• _WHAT IS EXPECTED_
Looking at the data, count the lines where the word "stream" occurs and answer with only the number.

/---

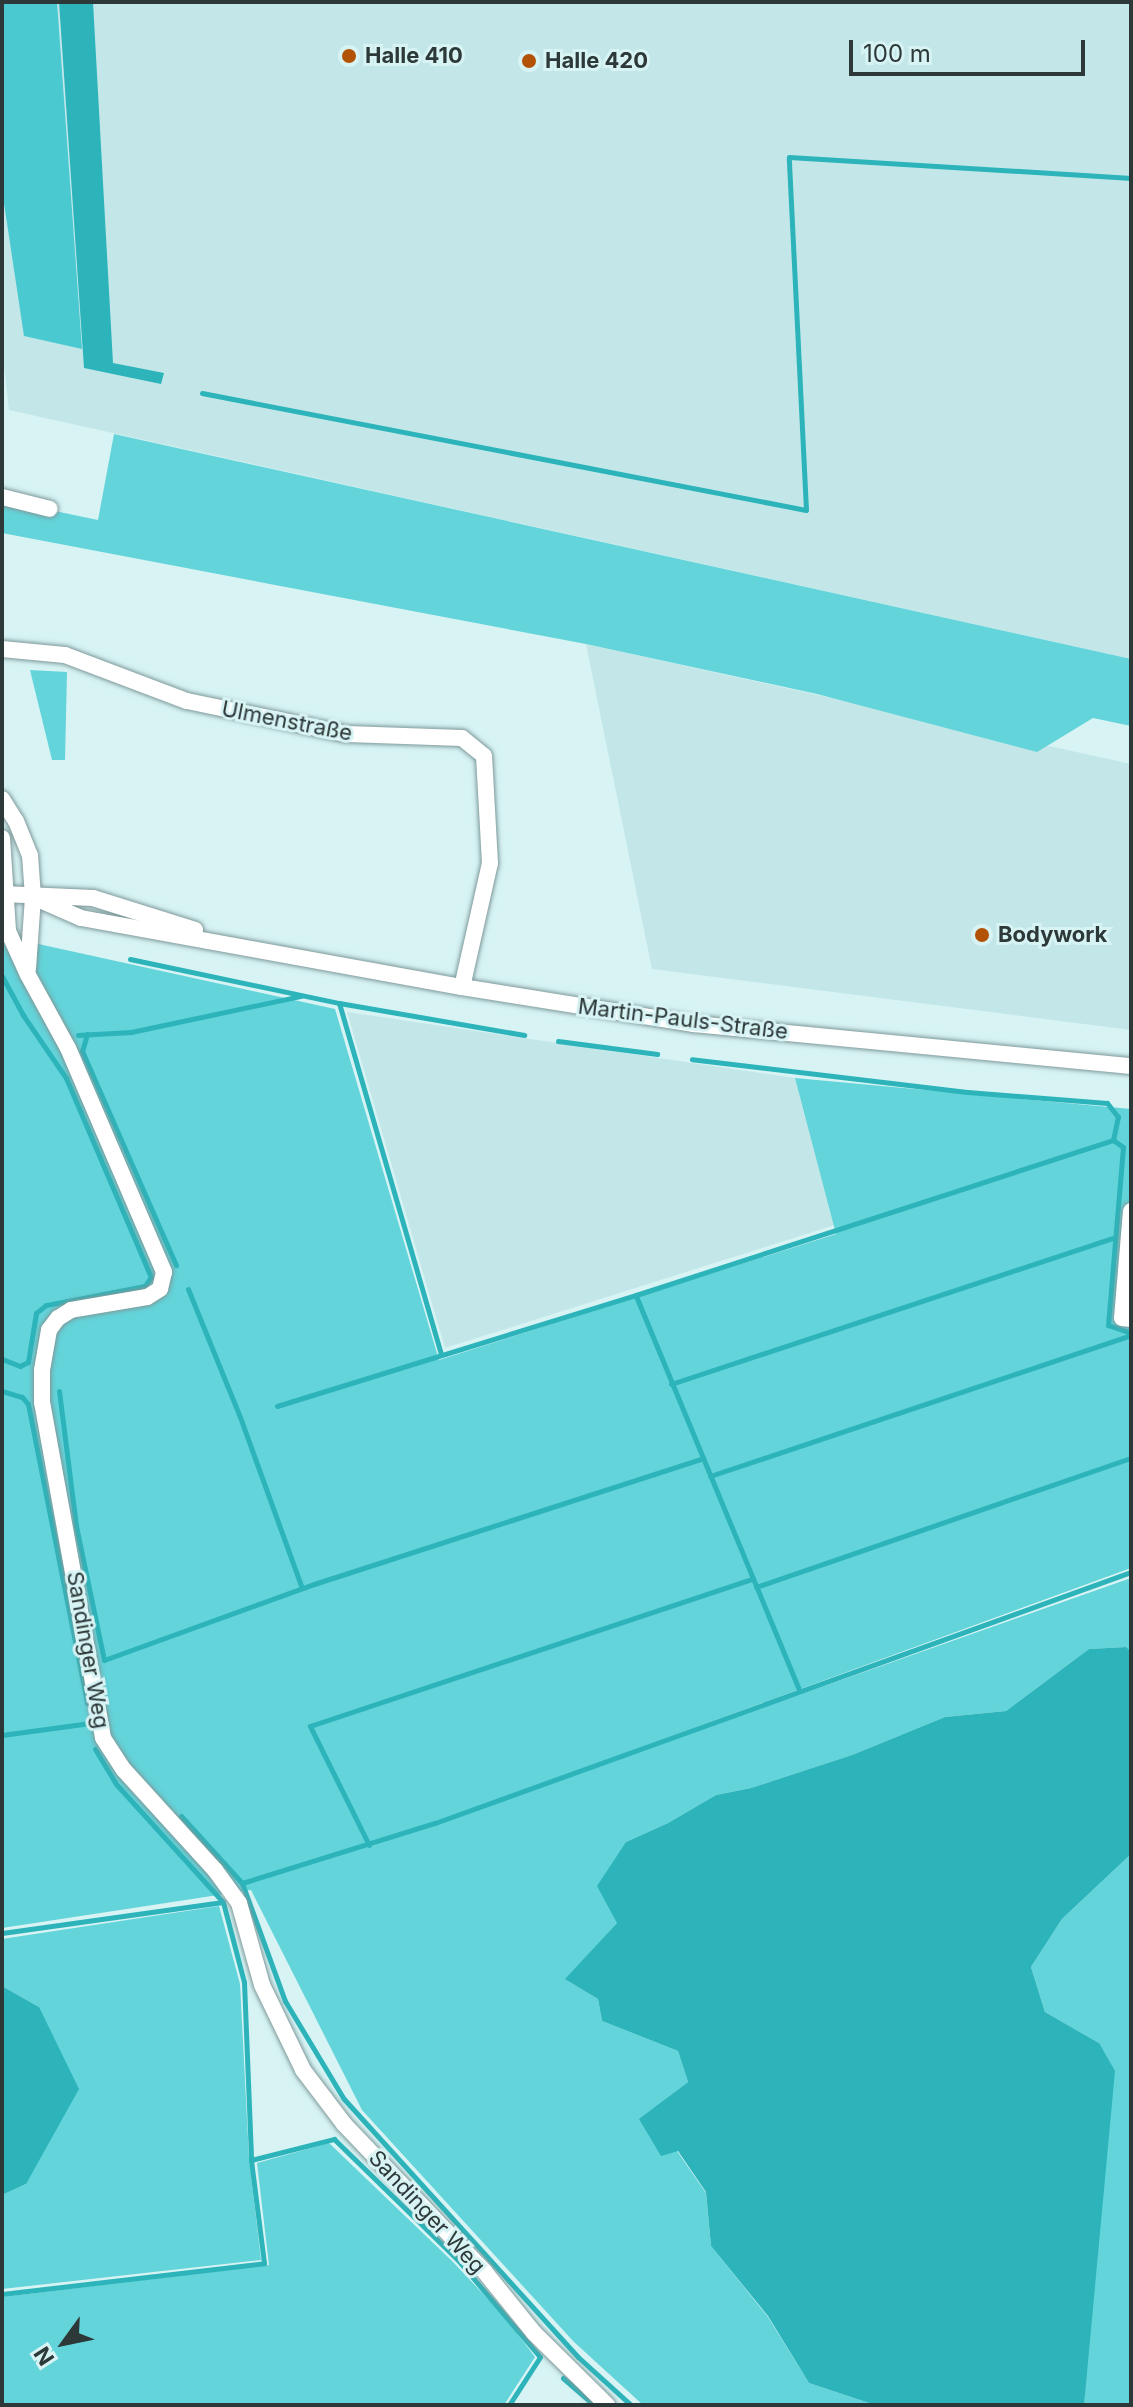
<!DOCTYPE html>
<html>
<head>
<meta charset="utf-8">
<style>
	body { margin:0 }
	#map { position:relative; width:1133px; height:2407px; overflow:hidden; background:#d7f3f4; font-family:Inter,sans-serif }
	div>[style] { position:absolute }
	.built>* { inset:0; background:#c3e7e9 }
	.green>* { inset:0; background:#63d4da }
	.forest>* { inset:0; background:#4acad0 }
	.water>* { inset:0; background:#2cb4ba }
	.stream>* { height:5px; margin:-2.5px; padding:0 2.5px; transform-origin:2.5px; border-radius:2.5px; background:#2cb4ba }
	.roads { filter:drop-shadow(0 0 2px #7f999a) drop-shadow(0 0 2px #7f999a) }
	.minor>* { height:16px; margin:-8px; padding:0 8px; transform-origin:8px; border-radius:8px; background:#fff }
	.dots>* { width:22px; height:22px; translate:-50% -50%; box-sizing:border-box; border:4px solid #d7f3f4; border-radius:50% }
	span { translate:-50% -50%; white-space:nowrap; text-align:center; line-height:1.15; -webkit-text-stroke:6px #d7f3f4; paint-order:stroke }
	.poi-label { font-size:22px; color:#2d3838; font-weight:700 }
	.left { translate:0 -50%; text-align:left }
	.street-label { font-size:22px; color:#2d3838 }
	.frame { position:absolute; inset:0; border:4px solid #2d3838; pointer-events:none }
	.north { position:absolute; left:24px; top:2303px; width:80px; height:80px; -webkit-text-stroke:6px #d7f3f4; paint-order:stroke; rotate:237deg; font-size:22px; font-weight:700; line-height:32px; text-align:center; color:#2d3838 }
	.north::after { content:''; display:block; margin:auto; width:28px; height:36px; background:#2d3838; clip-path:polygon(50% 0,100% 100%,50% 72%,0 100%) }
	.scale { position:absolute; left:849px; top:40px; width:236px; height:36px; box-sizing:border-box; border:4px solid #2d3838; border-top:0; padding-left:10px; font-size:24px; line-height:28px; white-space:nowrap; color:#2d3838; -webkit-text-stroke:6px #d7f3f4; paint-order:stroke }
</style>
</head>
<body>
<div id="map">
	<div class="built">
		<div style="clip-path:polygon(2px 2px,1131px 2px,1131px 659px,9px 410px,2px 347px)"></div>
		<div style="clip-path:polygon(586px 644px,1131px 764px,1131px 1030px,652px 969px)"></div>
		<div style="clip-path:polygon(347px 1012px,795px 1078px,835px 1225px,445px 1348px)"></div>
	</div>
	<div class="green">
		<div style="clip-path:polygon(114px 434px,1131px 659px,1131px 726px,1093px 718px,1037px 752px,817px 694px,586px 644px,2px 533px,2px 500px,98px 520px)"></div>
		<div style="clip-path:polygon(30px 670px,67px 672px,65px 760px,52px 760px)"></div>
		<div style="clip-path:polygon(2px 936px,335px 1009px,439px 1360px,836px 1234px,795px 1078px,1131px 1109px,1131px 1568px,365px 1848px,1131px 1578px,1131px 1651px,1126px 1647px,1089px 1649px,1006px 1711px,945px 1717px,852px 1755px,751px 1788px,716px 1795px,668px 1823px,626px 1842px,617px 1923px,566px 1979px,598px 1999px,602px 2021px,678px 2051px,688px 2082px,640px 2119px,677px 2151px,706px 2193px,711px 2246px,768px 2317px,809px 2383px,875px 2405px,643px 2405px,574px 2342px,362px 2110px,251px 1890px,2px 1928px)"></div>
		<div style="clip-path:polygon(1131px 1854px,1131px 2405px,1084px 2405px,1099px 2043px,1045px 2012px,1031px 1967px,1062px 1919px)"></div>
		<div style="clip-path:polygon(219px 1906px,240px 1984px,249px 2158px,261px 2260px,2px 2289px,2px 2195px,26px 2184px,39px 2007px,2px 1986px,2px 1939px)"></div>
		<div style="clip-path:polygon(329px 2143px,453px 2262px,503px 2315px,535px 2357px,504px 2405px,2px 2405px,2px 2297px,269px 2265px,257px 2163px)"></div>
	</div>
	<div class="forest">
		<div style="clip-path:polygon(2px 2px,57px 2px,82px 349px,24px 336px,2px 190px)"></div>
	</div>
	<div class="water">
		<div style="clip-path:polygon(59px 2px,93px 2px,113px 363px,164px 373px,161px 384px,84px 368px)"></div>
		<div style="clip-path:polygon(1126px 1647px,1131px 1651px,1131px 1854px,1062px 1919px,1031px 1967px,1045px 2012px,1099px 2043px,1115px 2071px,1084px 2405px,875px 2405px,809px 2383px,768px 2316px,711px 2246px,706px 2192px,678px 2151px,661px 2156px,639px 2119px,688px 2082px,678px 2051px,602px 2021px,598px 1999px,565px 1979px,617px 1923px,597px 1886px,626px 1842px,668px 1823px,716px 1795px,751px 1788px,852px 1755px,945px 1717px,1006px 1711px,1089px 1649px)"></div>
		<div style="clip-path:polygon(2px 1986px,39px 2007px,79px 2089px,26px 2184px,2px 2195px)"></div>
	</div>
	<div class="stream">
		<div style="left:202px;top:393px;width:615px;rotate:10.96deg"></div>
		<div style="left:806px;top:510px;width:353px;rotate:-92.8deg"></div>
		<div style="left:789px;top:157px;width:343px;rotate:3.5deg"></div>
		<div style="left:130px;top:959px;width:214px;rotate:11.9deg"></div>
		<div style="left:339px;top:1003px;width:188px;rotate:9.8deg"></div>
		<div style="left:2px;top:976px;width:44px;rotate:61.7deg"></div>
		<div style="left:23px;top:1015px;width:76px;rotate:55.7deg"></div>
		<div style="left:66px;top:1078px;width:216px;rotate:66.9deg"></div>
		<div style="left:151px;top:1277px;width:11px;rotate:124deg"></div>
		<div style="left:145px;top:1286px;width:101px;rotate:169.1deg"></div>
		<div style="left:46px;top:1305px;width:13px;rotate:141deg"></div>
		<div style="left:36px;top:1313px;width:50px;rotate:99.3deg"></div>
		<div style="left:28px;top:1362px;width:9px;rotate:153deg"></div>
		<div style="left:20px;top:1366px;width:19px;rotate:-159deg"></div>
		<div style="left:339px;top:1003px;width:366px;rotate:73.8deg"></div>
		<div style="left:87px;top:1034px;width:18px;rotate:106deg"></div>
		<div style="left:82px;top:1051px;width:234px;rotate:66.3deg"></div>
		<div style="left:78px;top:1035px;width:53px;rotate:-3.2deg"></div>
		<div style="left:131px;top:1032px;width:174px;rotate:-12deg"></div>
		<div style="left:558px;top:1041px;width:100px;rotate:7.5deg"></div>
		<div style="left:1113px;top:1140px;width:12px;rotate:35deg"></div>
		<div style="left:1123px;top:1147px;width:179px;rotate:94.8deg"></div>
		<div style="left:1108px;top:1325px;width:24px;rotate:19deg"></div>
		<div style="left:188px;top:1289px;width:138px;rotate:67.9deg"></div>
		<div style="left:240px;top:1417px;width:182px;rotate:70.1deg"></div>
		<div style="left:636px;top:1296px;width:426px;rotate:67.5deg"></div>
		<div style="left:671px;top:1384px;width:468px;rotate:-18.3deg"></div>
		<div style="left:2px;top:1391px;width:21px;rotate:17deg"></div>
		<div style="left:22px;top:1397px;width:9px;rotate:49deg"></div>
		<div style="left:28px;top:1404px;width:305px;rotate:78.8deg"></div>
		<div style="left:59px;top:1391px;width:136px;rotate:82.8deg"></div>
		<div style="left:76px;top:1526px;width:137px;rotate:78.2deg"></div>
		<div style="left:104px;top:1660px;width:223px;rotate:-19.9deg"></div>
		<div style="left:314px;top:1584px;width:406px;rotate:-17.9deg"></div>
		<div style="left:277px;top:1406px;width:376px;rotate:-17.2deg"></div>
		<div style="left:636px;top:1295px;width:502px;rotate:-18deg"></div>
		<div style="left:1113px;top:1140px;width:24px;rotate:-78deg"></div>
		<div style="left:1118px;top:1117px;width:18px;rotate:-128deg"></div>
		<div style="left:1107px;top:1103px;width:140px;rotate:-175.5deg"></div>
		<div style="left:967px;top:1092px;width:277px;rotate:-173.2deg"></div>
		<div style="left:710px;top:1476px;width:444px;rotate:-18.5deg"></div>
		<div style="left:756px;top:1587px;width:397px;rotate:-19deg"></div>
		<div style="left:2px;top:1735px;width:89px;rotate:-7.8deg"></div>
		<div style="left:95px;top:1749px;width:41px;rotate:59deg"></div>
		<div style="left:116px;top:1784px;width:159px;rotate:47.8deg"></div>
		<div style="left:223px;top:1902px;width:83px;rotate:75.3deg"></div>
		<div style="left:244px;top:1982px;width:178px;rotate:87.7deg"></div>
		<div style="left:181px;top:1816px;width:91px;rotate:47.7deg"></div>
		<div style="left:242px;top:1883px;width:126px;rotate:70deg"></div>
		<div style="left:285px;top:2001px;width:114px;rotate:59deg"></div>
		<div style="left:344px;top:2099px;width:348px;rotate:47.8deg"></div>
		<div style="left:578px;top:2357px;width:72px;rotate:42.2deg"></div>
		<div style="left:369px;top:1845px;width:133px;rotate:-116.4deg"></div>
		<div style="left:310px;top:1726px;width:466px;rotate:-18.4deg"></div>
		<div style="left:242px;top:1883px;width:202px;rotate:-17.3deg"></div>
		<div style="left:435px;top:1823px;width:740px;rotate:-19.83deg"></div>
		<div style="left:2px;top:1933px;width:223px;rotate:-8deg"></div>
		<div style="left:2px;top:2294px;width:264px;rotate:-6.7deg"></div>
		<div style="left:264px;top:2263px;width:104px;rotate:-97.2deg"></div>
		<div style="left:251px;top:2160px;width:86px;rotate:-14.2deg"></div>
		<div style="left:334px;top:2139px;width:172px;rotate:44.3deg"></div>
		<div style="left:457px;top:2259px;width:128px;rotate:49.7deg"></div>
		<div style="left:540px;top:2357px;width:57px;rotate:122.9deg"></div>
		<div style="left:563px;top:2378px;width:41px;rotate:41.1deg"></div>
	</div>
	<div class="roads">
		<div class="minor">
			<div style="left:2px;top:497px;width:49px;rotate:14deg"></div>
			<div style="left:2px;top:649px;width:63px;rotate:5.4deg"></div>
			<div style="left:65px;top:655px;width:130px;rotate:20.7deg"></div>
			<div style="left:187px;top:701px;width:163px;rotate:11.7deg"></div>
			<div style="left:347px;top:734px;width:115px;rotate:2deg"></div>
			<div style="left:462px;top:738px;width:28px;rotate:39deg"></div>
			<div style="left:484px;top:756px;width:107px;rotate:86.8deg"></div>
			<div style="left:490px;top:863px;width:127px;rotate:102.7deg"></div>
			<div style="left:2px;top:799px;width:26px;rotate:58deg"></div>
			<div style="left:16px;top:821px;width:37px;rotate:68deg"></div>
			<div style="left:30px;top:855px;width:42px;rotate:85.9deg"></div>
			<div style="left:33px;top:897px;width:72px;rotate:94deg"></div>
			<div style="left:2px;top:838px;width:93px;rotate:86.3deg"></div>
			<div style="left:8px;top:931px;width:48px;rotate:65.6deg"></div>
			<div style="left:28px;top:975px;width:83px;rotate:61.3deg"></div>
			<div style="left:68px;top:1048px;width:244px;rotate:66.8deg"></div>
			<div style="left:164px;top:1272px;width:17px;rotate:103deg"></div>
			<div style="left:160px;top:1289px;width:15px;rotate:148deg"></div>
			<div style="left:147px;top:1297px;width:77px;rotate:170.3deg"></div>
			<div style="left:71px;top:1310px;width:15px;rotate:148deg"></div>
			<div style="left:58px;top:1318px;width:15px;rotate:127deg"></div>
			<div style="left:49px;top:1330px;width:41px;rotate:99.9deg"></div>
			<div style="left:42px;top:1370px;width:32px;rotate:90deg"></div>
			<div style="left:42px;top:1402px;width:341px;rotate:79.7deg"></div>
			<div style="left:103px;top:1738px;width:38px;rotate:57deg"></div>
			<div style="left:124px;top:1770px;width:135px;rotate:47.7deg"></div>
			<div style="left:215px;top:1870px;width:41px;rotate:54deg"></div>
			<div style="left:239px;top:1903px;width:85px;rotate:74.3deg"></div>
			<div style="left:262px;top:1985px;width:94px;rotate:64.2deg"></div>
			<div style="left:303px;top:2070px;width:68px;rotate:52.8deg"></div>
			<div style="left:344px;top:2124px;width:203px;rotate:46.4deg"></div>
			<div style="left:484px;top:2271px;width:80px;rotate:51.1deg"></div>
			<div style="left:534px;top:2333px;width:103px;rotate:44.6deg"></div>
			<div style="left:2px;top:894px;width:91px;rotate:2.5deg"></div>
			<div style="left:93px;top:898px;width:107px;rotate:17.4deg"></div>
			<div style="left:33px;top:897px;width:52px;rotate:23.6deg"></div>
			<div style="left:81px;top:918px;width:387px;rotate:10.3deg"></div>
			<div style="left:462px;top:987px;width:235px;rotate:9.1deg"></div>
			<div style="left:694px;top:1024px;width:439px;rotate:5.5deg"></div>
			<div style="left:1131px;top:1211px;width:107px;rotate:94.8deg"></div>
			<div style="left:1122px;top:1318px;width:9px;rotate:6deg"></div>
		</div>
	</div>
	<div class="dots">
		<div style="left:349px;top:56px;background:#b25205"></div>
		<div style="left:529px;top:61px;background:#b25205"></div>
		<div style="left:982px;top:935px;background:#b25205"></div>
	</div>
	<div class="poi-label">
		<span class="left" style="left:365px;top:56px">Halle 410</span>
		<span class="left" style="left:545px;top:61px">Halle 420</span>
		<span class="left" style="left:998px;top:935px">Bodywork</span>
	</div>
	<div class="street-label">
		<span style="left:287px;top:721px;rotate:11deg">Ulmenstraße</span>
		<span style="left:683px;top:1019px;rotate:7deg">Martin-Pauls-Straße</span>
		<span style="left:88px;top:1650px;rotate:80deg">Sandinger Weg</span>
		<span style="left:427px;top:2212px;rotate:47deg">Sandinger Weg</span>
	</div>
	<div class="frame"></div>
	<div class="north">N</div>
	<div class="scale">100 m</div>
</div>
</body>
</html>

\---

• _RESULT_
2